Dijet spectrum in nonlocal and asymptotically nonlocal theories

TL;DR

This paper extends asymptotically nonlocal theories to QCD, deriving Feynman rules and calculating dijet production cross sections to set bounds on new physics scales using collider data.

Contribution

It introduces an asymptotically nonlocal QCD model and computes relevant collider cross sections for phenomenological analysis.

Findings

Derived Feynman rules for asymptotically nonlocal QCD

Calculated leading-order dijet cross sections

Set bounds on nonlocal scale from LHC data

Abstract

Asymptotically nonlocal field theories approximate ghost-free nonlocal theories at low energies, yet are theories of finite order in the number of derivatives. These theories have an emergent nonlocal scale that regulates loop diagrams and can provide a solution to the hierarchy problem.
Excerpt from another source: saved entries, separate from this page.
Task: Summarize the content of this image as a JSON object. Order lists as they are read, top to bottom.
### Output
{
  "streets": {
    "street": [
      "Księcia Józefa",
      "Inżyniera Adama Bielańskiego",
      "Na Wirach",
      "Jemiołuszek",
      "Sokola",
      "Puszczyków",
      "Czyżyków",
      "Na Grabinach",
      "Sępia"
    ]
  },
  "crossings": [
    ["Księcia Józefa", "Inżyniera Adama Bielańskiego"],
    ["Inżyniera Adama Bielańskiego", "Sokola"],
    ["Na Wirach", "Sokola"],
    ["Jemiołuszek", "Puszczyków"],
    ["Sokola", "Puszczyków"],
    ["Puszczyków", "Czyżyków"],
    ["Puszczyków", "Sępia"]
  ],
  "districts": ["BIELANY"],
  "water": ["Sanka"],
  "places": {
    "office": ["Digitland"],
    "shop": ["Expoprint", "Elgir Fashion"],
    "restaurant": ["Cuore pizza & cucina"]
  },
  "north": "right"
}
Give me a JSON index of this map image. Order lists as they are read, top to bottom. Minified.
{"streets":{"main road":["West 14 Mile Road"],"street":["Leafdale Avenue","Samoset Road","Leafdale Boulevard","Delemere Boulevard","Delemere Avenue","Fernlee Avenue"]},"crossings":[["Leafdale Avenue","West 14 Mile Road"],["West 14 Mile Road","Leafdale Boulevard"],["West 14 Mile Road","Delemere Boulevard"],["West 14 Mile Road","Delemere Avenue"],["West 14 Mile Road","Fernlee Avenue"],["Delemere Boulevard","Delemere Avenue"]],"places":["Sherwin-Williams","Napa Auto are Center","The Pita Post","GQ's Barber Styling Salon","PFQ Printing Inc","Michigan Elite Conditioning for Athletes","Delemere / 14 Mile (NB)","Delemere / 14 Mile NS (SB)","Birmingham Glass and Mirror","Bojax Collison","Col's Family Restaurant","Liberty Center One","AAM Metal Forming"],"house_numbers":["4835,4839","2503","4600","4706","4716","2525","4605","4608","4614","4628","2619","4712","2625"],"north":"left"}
Asymptotic nonlocality has been studied previously in scalar theories, Abelian and non-Abelian gauge theories with complex scalars, and linearized gravity. Here we extend that work by considering an asymptotically nonlocal generalization of QCD, which can be used for realistic phenomenological investigations. In particular, we derive Feynman rules relevant for the study of the production of dijets at hadron colliders and compute the parton-level cross sections at leading order. We use these to determine a bound on the scale of new physics from Large Hadron Collider data, both for a typical choice of model parameters, and in the nonlocal limit.